Exercise goal:
Would you please return the lines of the entries below starting at the line that has "position:absolute; left:1045px; top:256px;" and ending at the line that has "display:flex; justify-content:space-around; direction:ltr", both included, exactly as they are?

===

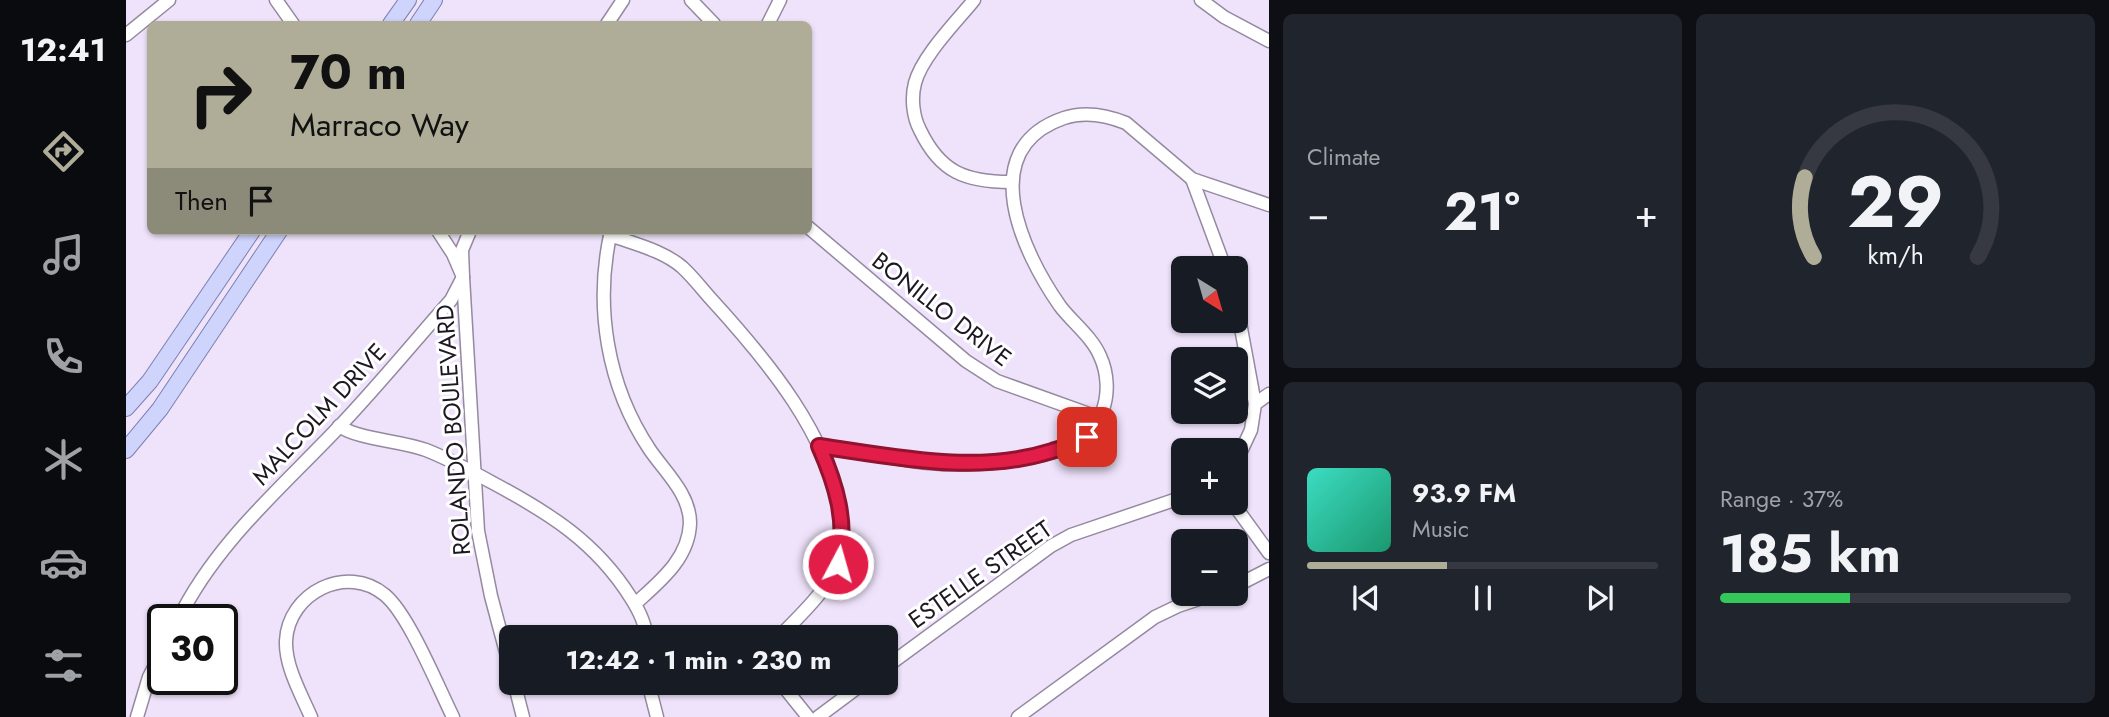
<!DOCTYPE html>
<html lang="en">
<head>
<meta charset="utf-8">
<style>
	:root { --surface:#171b24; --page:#20242c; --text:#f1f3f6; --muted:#9ea1a6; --line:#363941; --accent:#afad98 }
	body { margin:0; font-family:Jost,sans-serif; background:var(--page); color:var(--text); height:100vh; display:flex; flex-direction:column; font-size:26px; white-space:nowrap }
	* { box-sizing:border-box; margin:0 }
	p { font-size:23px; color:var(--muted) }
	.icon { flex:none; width:38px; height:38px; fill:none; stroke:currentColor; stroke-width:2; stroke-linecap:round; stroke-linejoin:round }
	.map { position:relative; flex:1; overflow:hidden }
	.side { display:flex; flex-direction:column; gap:14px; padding:14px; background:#0d0f14; width:840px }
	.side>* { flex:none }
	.banner { position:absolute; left:21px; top:21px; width:665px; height:214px; border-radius:10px; box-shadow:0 2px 5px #0004; background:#afad98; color:#111; overflow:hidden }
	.needle { width:46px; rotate:143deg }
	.controls { position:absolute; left:1045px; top:256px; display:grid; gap:14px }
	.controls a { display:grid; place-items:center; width:77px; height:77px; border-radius:10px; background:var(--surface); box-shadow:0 2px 5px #0004; font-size:35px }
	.speed { position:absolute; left:21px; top:604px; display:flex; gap:14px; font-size:35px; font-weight:700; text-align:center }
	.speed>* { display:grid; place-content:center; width:91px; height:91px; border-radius:50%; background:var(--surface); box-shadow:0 2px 5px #0004; line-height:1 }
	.speed .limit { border:4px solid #111; border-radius:10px; background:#fff; color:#111 }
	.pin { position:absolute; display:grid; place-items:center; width:60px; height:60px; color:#fff; margin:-30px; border-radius:14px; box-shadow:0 4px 10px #0006 }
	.me { position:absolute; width:77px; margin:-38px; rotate:6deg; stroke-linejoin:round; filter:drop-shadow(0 0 5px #0008) }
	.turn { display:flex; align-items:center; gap:24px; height:147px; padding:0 28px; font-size:32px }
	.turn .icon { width:91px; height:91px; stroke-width:2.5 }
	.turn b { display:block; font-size:49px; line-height:60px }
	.then { display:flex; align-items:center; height:66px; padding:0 28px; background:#0003; gap:14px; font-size:26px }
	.big { font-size:52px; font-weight:700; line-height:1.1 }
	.side .widget { flex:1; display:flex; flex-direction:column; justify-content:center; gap:10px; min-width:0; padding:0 24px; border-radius:10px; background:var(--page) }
	.side .dial { align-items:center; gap:0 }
	.dial svg { height:182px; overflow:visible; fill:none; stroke:var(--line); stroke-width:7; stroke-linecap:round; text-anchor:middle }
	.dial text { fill:var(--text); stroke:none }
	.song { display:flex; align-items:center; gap:21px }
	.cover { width:84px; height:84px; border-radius:10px; background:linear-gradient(135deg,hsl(170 70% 55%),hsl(160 70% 35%)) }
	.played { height:7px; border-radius:4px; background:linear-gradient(90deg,var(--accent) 40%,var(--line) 40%) }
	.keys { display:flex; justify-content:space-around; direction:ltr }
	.heat { display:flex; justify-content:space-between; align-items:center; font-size:38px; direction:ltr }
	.charge { height:10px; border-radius:5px; background:linear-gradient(90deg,#34c759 37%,var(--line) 0) }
	.side .tiles { flex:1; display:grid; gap:14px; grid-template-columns:repeat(2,1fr) }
	.trip { position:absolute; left:373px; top:625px; width:399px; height:70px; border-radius:10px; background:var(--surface); box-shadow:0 2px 5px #0004; font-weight:700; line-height:70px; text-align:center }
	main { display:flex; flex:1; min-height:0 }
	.tabs { display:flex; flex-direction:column; width:126px; justify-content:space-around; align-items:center; background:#090b0e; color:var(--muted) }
	.tabs .icon { width:49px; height:49px }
	.tabs .current { color:var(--accent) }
	.tabs b { font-size:32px; color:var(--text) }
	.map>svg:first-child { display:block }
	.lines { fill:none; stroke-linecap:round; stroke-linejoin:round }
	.minor-casing { stroke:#94899f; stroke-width:15 }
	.major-casing { stroke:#7b80ae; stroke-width:18 }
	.minor { stroke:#fff; stroke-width:12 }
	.major { stroke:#ced4fc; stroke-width:16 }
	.route-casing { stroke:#92132f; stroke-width:18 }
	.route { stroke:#e11d48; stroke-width:12 }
	.labels { text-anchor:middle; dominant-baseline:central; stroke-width:6; stroke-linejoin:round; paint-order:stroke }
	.street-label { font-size:24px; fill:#1c1720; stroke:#fff }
</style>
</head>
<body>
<main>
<nav class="tabs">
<b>12:41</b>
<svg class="icon current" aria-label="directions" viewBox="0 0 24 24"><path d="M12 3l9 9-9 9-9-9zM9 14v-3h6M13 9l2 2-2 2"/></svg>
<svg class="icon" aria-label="music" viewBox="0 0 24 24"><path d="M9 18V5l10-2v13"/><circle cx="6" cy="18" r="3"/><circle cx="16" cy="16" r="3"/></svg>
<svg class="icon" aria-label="phone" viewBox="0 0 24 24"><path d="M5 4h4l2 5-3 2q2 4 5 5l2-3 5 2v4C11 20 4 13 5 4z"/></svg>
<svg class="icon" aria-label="climate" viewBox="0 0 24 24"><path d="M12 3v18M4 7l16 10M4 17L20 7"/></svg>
<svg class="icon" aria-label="car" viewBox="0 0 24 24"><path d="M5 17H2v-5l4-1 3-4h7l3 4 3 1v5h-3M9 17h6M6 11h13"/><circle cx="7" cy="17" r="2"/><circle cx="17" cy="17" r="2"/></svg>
<svg class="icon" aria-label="filters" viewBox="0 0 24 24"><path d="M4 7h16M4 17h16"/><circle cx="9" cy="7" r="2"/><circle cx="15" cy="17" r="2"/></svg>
</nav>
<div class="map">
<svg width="1143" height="717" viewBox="0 0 1143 717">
	<rect width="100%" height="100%" fill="#efe3fb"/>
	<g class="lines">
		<g class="minor-casing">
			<g id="minor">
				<path d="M150,0L167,24"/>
				<path d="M565,0L588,24"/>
				<path d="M848,0C831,21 796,56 789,83C785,98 787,117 794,130C814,172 839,182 885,182"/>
				<path d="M1075,0L1098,17L1143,41"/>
				<path d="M481,24L497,0"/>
				<path d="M642,24L654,0"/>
				<path d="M0,35L43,0"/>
				<path d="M1066,179L1099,268"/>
				<path d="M682,227L840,361L871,381L974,418"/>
				<path d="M312,231L327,254L337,277L352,531L365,596L385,671"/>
				<path d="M485,231C468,306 481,386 524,450C539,472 564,494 564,523C563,559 533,582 509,604"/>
				<path d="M484,235C508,244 536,250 556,267C567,277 576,289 585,299C639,358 707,438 715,521C716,529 718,539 716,547C709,585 679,610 653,637"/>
				<path d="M1110,301L1129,404"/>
				<path d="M213,426C234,440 273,440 300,450C323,459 345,471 367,483C423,513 470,542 505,598C512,609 520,624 520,637"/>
				<path d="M693,446C730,451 767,459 803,463C842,467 921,461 954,441C964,436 972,423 976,412C983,395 982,373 974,356C966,337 946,322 934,306C897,253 847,149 938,118C959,111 980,115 1000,123L1066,179L1143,205"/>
				<path d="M1110,462L1125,430L1129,404L1143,394"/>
				<path d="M1106,502L1143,553"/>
				<path d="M1110,586L1143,569"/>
				<path d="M52,620C89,544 155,488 212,428C251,387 287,343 325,300L337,277L336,250L344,231"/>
				<path d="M760,667L925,546L945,535L1057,497"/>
				<path d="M388,682L397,717"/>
				<path d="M522,682L531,717"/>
				<path d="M654,682L682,717"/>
				<path d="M11,717L23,677L37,650"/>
				<path d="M185,717C175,694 159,666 160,641C162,593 221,563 259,595C283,615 312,687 327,717"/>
				<path d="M692,717L739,682"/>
				<path d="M892,717L1029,617L1052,606L1091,593"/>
			</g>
		</g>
		<g class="major-casing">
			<g id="major">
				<path d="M265,24L282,0"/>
				<path d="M292,24L308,0"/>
				<path d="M0,408L24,381L126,231"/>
				<path d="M0,450L34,409L153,231"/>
			</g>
		</g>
		<use href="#minor" class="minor"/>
		<use href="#major" class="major"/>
	</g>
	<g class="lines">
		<g class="route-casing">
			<path id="route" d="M712,564C722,523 710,484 693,446C770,457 850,475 926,451C939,447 950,444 961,437"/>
		</g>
		<use href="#route" class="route"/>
	</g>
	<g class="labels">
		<g class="street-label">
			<text transform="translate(816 309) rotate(38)">BONILLO DRIVE</text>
			<text transform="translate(193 414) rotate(-47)">MALCOLM DRIVE</text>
			<text transform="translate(327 430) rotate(-94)">ROLANDO BOULEVARD</text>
			<text transform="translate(854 574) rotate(-35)">ESTELLE STREET</text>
		</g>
	</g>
</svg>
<div class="controls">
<a><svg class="needle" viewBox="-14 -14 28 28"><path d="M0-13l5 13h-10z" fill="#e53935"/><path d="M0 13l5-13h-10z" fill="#9ea1a6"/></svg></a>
<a><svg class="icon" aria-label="layers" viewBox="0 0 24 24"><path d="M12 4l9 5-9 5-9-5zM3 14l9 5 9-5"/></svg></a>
<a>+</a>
<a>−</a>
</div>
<div class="speed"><div class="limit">30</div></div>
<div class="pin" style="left:961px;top:437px;background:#d93025"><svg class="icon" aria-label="arrive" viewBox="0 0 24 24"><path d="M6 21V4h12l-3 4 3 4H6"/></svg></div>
<svg class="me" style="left:712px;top:564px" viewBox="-20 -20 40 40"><circle r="17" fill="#e11d48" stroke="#fff" stroke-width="3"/><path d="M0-11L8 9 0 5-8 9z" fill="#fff"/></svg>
<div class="trip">12:42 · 1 min · 230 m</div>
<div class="banner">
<div class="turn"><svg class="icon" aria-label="right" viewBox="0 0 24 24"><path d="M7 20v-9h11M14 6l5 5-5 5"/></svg><div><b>70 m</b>Marraco Way</div></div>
<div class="then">Then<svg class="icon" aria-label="arrive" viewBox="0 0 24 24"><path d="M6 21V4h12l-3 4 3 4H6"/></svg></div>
</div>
</div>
<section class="side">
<div class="tiles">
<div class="widget"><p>Climate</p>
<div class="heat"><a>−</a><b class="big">21°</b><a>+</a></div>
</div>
<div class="widget dial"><svg viewBox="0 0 100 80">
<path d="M14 69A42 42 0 1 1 86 69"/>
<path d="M14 69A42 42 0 0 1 10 34" stroke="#afad98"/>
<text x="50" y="56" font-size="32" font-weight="700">29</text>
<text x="50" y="72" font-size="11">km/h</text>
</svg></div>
<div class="widget">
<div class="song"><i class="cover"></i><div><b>93.9 FM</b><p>Music</p></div></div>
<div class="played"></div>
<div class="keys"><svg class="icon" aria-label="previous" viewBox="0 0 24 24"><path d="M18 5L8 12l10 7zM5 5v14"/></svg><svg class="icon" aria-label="pause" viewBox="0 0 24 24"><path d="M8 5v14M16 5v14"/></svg><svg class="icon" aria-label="next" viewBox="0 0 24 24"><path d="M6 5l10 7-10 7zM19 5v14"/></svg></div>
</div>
<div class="widget"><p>Range · 37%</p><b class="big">185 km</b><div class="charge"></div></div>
</div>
</section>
</main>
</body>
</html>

===

Answer area:
	.controls { position:absolute; left:1045px; top:256px; display:grid; gap:14px }
	.controls a { display:grid; place-items:center; width:77px; height:77px; border-radius:10px; background:var(--surface); box-shadow:0 2px 5px #0004; font-size:35px }
	.speed { position:absolute; left:21px; top:604px; display:flex; gap:14px; font-size:35px; font-weight:700; text-align:center }
	.speed>* { display:grid; place-content:center; width:91px; height:91px; border-radius:50%; background:var(--surface); box-shadow:0 2px 5px #0004; line-height:1 }
	.speed .limit { border:4px solid #111; border-radius:10px; background:#fff; color:#111 }
	.pin { position:absolute; display:grid; place-items:center; width:60px; height:60px; color:#fff; margin:-30px; border-radius:14px; box-shadow:0 4px 10px #0006 }
	.me { position:absolute; width:77px; margin:-38px; rotate:6deg; stroke-linejoin:round; filter:drop-shadow(0 0 5px #0008) }
	.turn { display:flex; align-items:center; gap:24px; height:147px; padding:0 28px; font-size:32px }
	.turn .icon { width:91px; height:91px; stroke-width:2.5 }
	.turn b { display:block; font-size:49px; line-height:60px }
	.then { display:flex; align-items:center; height:66px; padding:0 28px; background:#0003; gap:14px; font-size:26px }
	.big { font-size:52px; font-weight:700; line-height:1.1 }
	.side .widget { flex:1; display:flex; flex-direction:column; justify-content:center; gap:10px; min-width:0; padding:0 24px; border-radius:10px; background:var(--page) }
	.side .dial { align-items:center; gap:0 }
	.dial svg { height:182px; overflow:visible; fill:none; stroke:var(--line); stroke-width:7; stroke-linecap:round; text-anchor:middle }
	.dial text { fill:var(--text); stroke:none }
	.song { display:flex; align-items:center; gap:21px }
	.cover { width:84px; height:84px; border-radius:10px; background:linear-gradient(135deg,hsl(170 70% 55%),hsl(160 70% 35%)) }
	.played { height:7px; border-radius:4px; background:linear-gradient(90deg,var(--accent) 40%,var(--line) 40%) }
	.keys { display:flex; justify-content:space-around; direction:ltr }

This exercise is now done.